* _Problem to solve_
Could you find each line of the data below that contains the word "white" and copy those lines?

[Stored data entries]

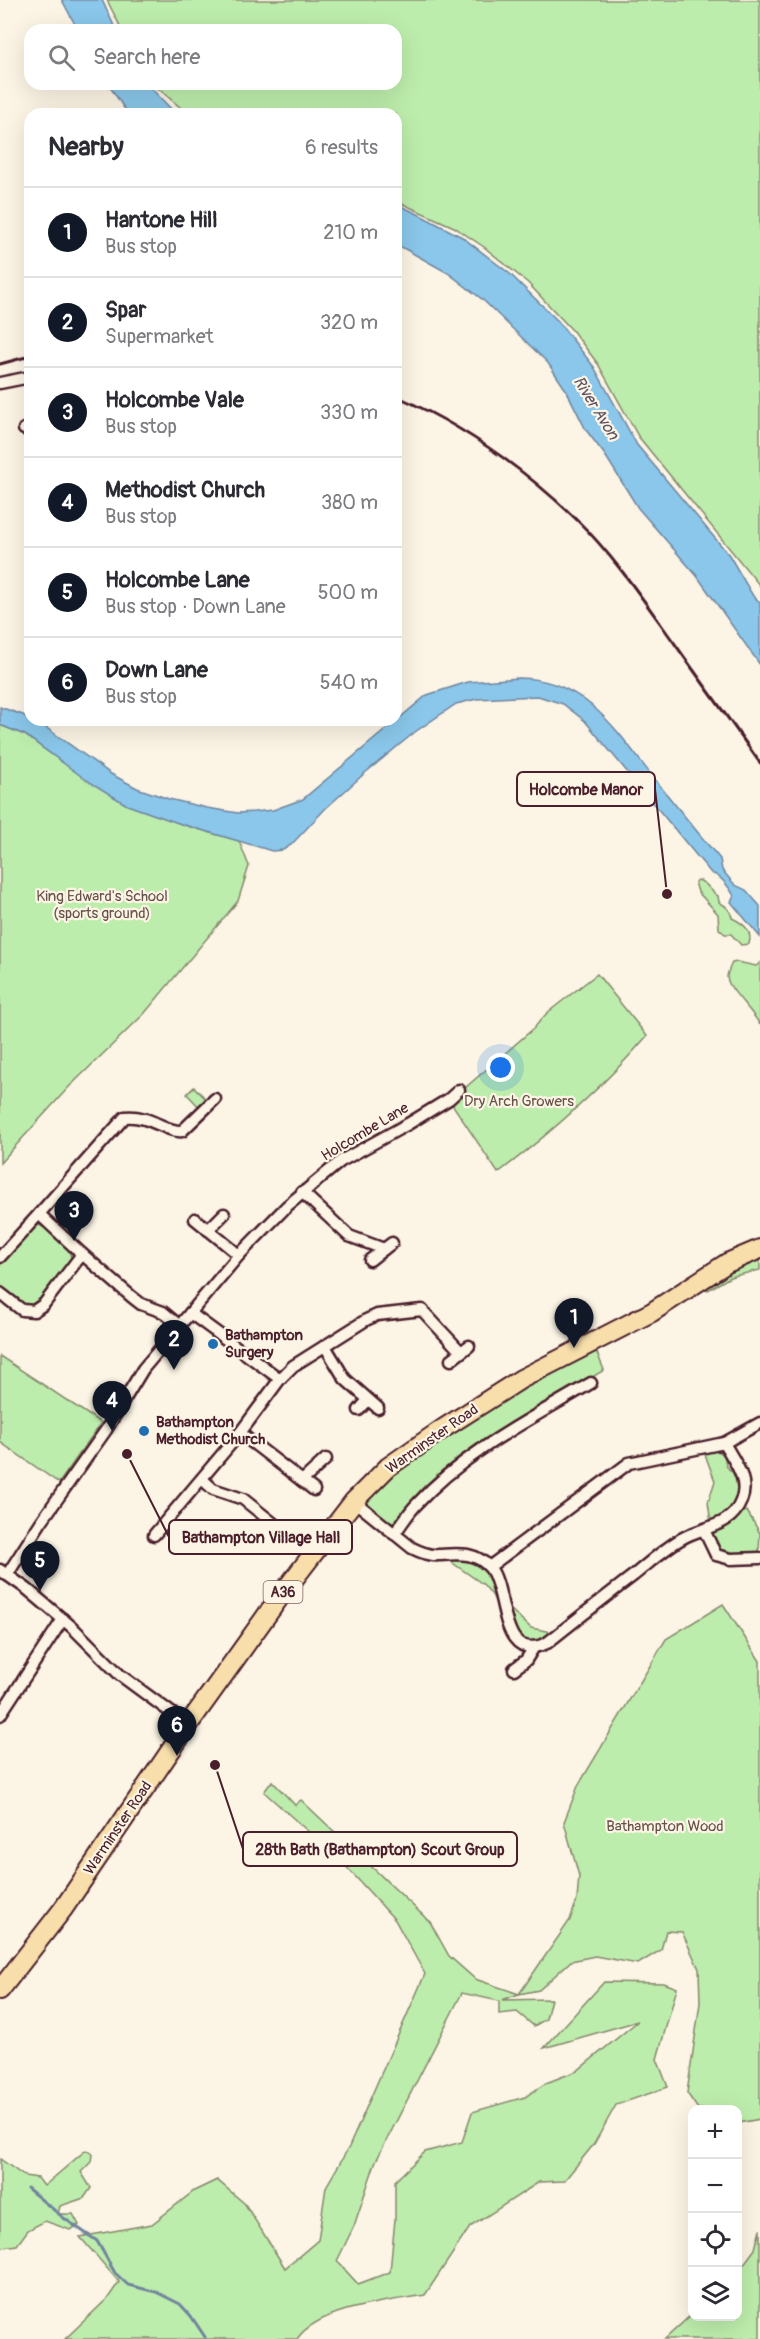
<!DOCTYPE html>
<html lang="en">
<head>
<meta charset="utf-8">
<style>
  body { margin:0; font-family:Pangolin,sans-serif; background:#f2f2f3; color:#2b2b33 }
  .controls { position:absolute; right:18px; bottom:18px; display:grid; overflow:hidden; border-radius:12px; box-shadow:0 6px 24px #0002 }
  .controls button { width:54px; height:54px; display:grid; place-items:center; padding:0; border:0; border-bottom:2px solid #e1e1e2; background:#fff; color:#2b2b33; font:30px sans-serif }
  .you { position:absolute; left:501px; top:1068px; width:21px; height:21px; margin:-15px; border:4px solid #fff; border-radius:50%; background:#1a73e8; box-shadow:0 0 0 9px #1a73e833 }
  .badge { display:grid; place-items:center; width:39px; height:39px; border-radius:50%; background:#111827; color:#fff; font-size:20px; font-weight:700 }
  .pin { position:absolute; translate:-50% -50px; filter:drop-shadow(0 2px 3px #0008) }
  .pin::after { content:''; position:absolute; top:32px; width:21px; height:18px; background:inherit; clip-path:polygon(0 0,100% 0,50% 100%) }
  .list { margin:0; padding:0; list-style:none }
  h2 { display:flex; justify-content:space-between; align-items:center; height:78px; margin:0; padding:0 24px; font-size:26px }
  h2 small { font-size:20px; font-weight:400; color:#7c7c81 }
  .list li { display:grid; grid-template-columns:39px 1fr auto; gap:18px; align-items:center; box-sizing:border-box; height:90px; padding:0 24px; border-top:2px solid #e1e1e2 }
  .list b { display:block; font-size:22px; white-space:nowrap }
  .list p { margin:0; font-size:20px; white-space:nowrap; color:#7c7c81 }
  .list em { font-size:20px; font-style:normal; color:#7c7c81 }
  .icon { flex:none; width:33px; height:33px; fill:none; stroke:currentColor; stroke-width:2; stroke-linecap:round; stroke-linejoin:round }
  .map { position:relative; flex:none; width:760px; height:2339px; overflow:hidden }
  .search { position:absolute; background:#fff; box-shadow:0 6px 24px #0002; left:24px; top:24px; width:378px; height:66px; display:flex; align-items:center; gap:15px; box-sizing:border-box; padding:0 21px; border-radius:18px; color:#7c7c81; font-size:22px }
  .panel { position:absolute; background:#fff; box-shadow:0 6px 24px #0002; left:24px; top:108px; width:378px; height:618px; border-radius:18px }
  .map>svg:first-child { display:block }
</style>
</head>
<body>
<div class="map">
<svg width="760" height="2339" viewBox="0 0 760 2339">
  <rect width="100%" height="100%" fill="#fcf5e5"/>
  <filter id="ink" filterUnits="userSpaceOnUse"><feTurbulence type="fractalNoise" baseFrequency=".0167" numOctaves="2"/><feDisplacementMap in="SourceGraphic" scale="12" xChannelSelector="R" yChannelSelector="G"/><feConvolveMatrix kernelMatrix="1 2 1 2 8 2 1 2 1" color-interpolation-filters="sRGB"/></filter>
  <g filter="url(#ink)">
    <g fill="#bdedac" stroke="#84866c" stroke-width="1.5">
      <path d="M107,0H760V586L638,436L598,364L572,330L528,283L484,247L454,227L396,201V114H188L153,84H396V30H122Z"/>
      <path d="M0,725L25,735L61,761L181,824L239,841L249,866L238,901L144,1014L68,1088L0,1163Z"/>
      <path d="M698,880C708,883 710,891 718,896L719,902C726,906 731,910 732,918C743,923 753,931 749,944L741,945L731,934H725L719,929L718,914L698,892L695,882Z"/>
      <path d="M737,962L756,966L760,963V1025C753,1011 727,988 727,977C727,973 730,967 732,963Z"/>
      <path d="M597,974L647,1036C603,1087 552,1132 498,1173L450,1101L533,1029L547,1013Z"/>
      <path d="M194,1087L207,1100L202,1110L187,1094Z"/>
      <path d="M39,1225C52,1230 73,1248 71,1262L42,1301L33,1307L23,1306L0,1287V1263L29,1230Z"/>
      <path d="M760,1256V1270L730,1277L708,1290L706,1288L744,1262Z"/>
      <path d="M595,1348L604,1370L483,1445L398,1522L388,1523L370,1508L367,1501L370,1492L392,1474L536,1376Z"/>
      <path d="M0,1356L101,1423L59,1483L0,1442Z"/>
      <path d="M715,1450L724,1454C726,1468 726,1467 737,1476C746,1500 730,1513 711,1523L708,1502L715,1481L704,1452Z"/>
      <path d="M747,1511L760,1533L759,1553L729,1555L718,1551L711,1533C716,1530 721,1530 726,1527C736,1521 734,1515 747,1511Z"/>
      <path d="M464,1558C496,1570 493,1581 500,1612L492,1595L484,1585L447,1559Z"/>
      <path d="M723,1604L760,1661V2119L738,2123V2110L698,2109L687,2093L700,2003L699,1969L682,1932L666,1931L661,1950L638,1964L595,1956L571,1961L539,1990L519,1994L502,2000L551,1999L546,2019L534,2026L517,2012L499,2014V2001L462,1993L375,2163L354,2226L337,2261L358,2284L390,2272L395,2219V2181L425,2152L462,2142L472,2112L525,2097L546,2083L577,2071L638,2021L544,2048L604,1982L664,1983L677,1988L657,2059L668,2087L616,2105L594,2144L564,2181L539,2182L470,2227L425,2295C389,2301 318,2308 297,2339H65L108,2298L119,2282L80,2237L152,2224L194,2191L217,2180L245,2204L285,2268L318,2240L326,2187L349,2147L425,1974L395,1920L341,1861L264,1792L272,1781L295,1805L301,1800L430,1922L449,1956L475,1979L519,1994L570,1920L577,1900L579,1876L564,1822L578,1786L666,1639Z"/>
      <path d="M509,1608L531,1628L552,1632L551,1637C522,1646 513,1637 509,1608Z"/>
      <path d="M86,2150L92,2154L91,2162L81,2172L91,2188L84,2198L60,2206L58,2214H73L79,2225L70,2230L45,2221L28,2230L17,2245L3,2247L0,2250V2159L24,2176L38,2178L44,2186Z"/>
      <path d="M760,2229V2339H665L692,2314V2316H738V2272L755,2249Z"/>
    </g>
    <g fill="#8ac7ea" stroke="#70849e" stroke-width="1.5">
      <path d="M62,0H102L116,30H78Z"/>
      <path d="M108,84H147L176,114H128Z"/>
      <path d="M396,204L416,213L462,237L509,273L558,321L594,367L637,445L729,555L753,596L760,602V665L697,576L638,508L605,455L586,430L566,390L548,363L483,300L448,273L396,244Z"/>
      <path d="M519,678C587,679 618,733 656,781C677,807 698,833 720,859L722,870L735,885L746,890L760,906V937L731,902L734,896C729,887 721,876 711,873L585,721L563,704L538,696L477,699L456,704L415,732L365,773L326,808L291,845L283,850L272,851L181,824L127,805L85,779L25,735L0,725V707L23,715L45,727L111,774L137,788L169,799L207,808L238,813L254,812L273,810L303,799L427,695L468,682Z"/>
    </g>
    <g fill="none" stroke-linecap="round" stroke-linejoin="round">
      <path stroke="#70849e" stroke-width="3" d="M27,2188L65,2219L97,2241L115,2273L128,2285L156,2292L180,2304L191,2316L205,2337"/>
      <g stroke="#4a1f2b" stroke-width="15">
        <g id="minor">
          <path d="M0,383L30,377"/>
          <path d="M24,429H30"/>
          <path d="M302,1192L349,1236L384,1249L392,1243"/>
          <path d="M39,1214L125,1117C149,1114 167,1133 182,1131L215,1099"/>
          <path d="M195,1219L239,1255"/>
          <path d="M208,1230L224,1214"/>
          <path d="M82,1254L132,1297L141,1304L163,1312L180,1326"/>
          <path d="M0,1257L39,1214L82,1254L44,1304L34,1311L22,1310L0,1293"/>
          <path d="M370,1260L384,1249"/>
          <path d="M325,1346L345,1379L378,1408"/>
          <path d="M451,1360L469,1346"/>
          <path d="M280,1379L293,1366L366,1320L377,1315L422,1310L461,1352"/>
          <path d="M359,1410L368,1400"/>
          <path d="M240,1433L314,1490"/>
          <path d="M724,1443L760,1423"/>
          <path d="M202,1479L213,1489L243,1499L283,1531"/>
          <path d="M302,1481L326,1459"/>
          <path d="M354,1501L412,1548C420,1552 429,1556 438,1555C458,1554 475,1551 490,1568C508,1590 498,1665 547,1643C576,1620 605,1597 634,1575C649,1563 664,1549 681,1539C702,1526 731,1528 741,1501C750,1480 734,1461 724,1443L629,1463L489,1567"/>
          <path d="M704,1530L716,1555L731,1559L760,1558"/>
          <path d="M394,1534C402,1524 408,1513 417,1504C464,1452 531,1419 591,1383"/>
          <path d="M154,1535L240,1433L280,1379L190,1313"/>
          <path d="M0,1570L27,1589L72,1627L120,1675L188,1725"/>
          <path d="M7,1575L41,1522L106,1430L143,1369L239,1255L287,1206L341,1161L408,1124L449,1099L459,1090"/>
          <path d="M514,1669L526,1660L534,1647"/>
          <path d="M0,1715L63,1619"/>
        </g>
      </g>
      <g stroke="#4a1f2b" stroke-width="22">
        <path id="trunk" d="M0,1990L63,1909L188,1725L279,1598L354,1501L388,1467L444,1428L521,1379L652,1312L727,1263L760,1249"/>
      </g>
      <use href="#minor" stroke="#fcf5e5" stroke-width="10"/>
      <use href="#trunk" stroke="#f8deab" stroke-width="18"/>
      <g stroke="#4a1f2b" stroke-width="3">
        <path d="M0,364L30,356"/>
        <path d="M396,396C462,425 524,469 576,519C614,556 644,601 675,644C703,684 732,723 760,763"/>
      </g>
    </g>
  </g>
  <g fill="#1f6fb2" stroke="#fcf5e5" stroke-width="2">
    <circle cx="213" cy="1344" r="6"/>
    <circle cx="144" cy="1431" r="6"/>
  </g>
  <g text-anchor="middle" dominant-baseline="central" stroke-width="4.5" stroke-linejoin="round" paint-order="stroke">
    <rect fill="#fcf5e5" stroke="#7f5f63" stroke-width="1.5" x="263.5" y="1581" width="39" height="22" rx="4.5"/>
    <g font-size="14" font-weight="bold" fill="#4a1f2b">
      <text x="283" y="1592">A36</text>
    </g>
    <g font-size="15" fill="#67524b" stroke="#fcf5e5">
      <text x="102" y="896">King Edward's School<tspan x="102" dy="17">(sports ground)</tspan></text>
      <text x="519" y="1101">Dry Arch Growers</text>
      <text x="665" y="1826">Bathampton Wood</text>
    </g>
    <g font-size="15" fill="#4a1f2b" stroke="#fcf5e5">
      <text transform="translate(365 1132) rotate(-31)">Holcombe Lane</text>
      <text transform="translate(432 1439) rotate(-35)">Warminster Road</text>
      <text transform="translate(118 1828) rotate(-56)">Warminster Road</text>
    </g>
    <g font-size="15" font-weight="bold" fill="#4a1f2b" stroke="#fcf5e5" text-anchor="start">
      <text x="225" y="1335">Bathampton<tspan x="225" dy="17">Surgery</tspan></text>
      <text x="156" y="1422">Bathampton<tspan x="156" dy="17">Methodist Church</tspan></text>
    </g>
    <g font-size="16" font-style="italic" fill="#5d5164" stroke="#fcf5e5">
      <text transform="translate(596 408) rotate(58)">River Avon</text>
    </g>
  </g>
  <path fill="none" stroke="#4a1f2b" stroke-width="2" d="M667 894L655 789M127 1454L169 1537M215 1765L243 1849"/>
  <g fill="#4a1f2b" stroke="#fcf5e5" stroke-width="2">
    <circle cx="667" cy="894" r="6"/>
    <circle cx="127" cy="1454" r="6"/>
    <circle cx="215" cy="1765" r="6"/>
  </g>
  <g fill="#fcf5e5" stroke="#4a1f2b" stroke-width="2">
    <rect x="517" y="772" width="138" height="34" rx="6"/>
    <rect x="169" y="1520" width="183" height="34" rx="6"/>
    <rect x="243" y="1832" width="274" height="34" rx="6"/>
  </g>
  <g font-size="16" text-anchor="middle" font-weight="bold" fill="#4a1f2b">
    <text x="586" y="795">Holcombe Manor</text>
    <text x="261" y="1543">Bathampton Village Hall</text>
    <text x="380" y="1855">28th Bath (Bathampton) Scout Group</text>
  </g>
</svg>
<div class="controls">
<button>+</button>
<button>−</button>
<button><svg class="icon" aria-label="locate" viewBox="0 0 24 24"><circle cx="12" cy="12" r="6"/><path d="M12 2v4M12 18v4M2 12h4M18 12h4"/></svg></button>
<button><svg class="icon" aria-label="layers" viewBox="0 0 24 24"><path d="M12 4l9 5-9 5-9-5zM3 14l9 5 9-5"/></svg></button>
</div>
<div class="you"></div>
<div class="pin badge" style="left:574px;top:1348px">1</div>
<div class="pin badge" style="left:174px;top:1370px">2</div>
<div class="pin badge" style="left:74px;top:1241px">3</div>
<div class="pin badge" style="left:112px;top:1431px">4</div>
<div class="pin badge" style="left:40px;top:1591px">5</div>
<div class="pin badge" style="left:177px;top:1756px">6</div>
<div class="search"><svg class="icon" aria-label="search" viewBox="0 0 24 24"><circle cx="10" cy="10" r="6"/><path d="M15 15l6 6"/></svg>Search here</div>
<section class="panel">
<h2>Nearby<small>6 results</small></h2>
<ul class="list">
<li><span class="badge">1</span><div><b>Hantone Hill</b><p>Bus stop</p></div><em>210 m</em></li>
<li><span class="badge">2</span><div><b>Spar</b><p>Supermarket</p></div><em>320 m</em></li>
<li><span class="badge">3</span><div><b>Holcombe Vale</b><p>Bus stop</p></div><em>330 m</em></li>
<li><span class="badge">4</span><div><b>Methodist Church</b><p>Bus stop</p></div><em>380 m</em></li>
<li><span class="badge">5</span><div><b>Holcombe Lane</b><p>Bus stop · Down Lane</p></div><em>500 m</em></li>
<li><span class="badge">6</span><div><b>Down Lane</b><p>Bus stop</p></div><em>540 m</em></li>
</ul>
</section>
</div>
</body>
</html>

* _Exercise output_
  .list b { display:block; font-size:22px; white-space:nowrap }
  .list p { margin:0; font-size:20px; white-space:nowrap; color:#7c7c81 }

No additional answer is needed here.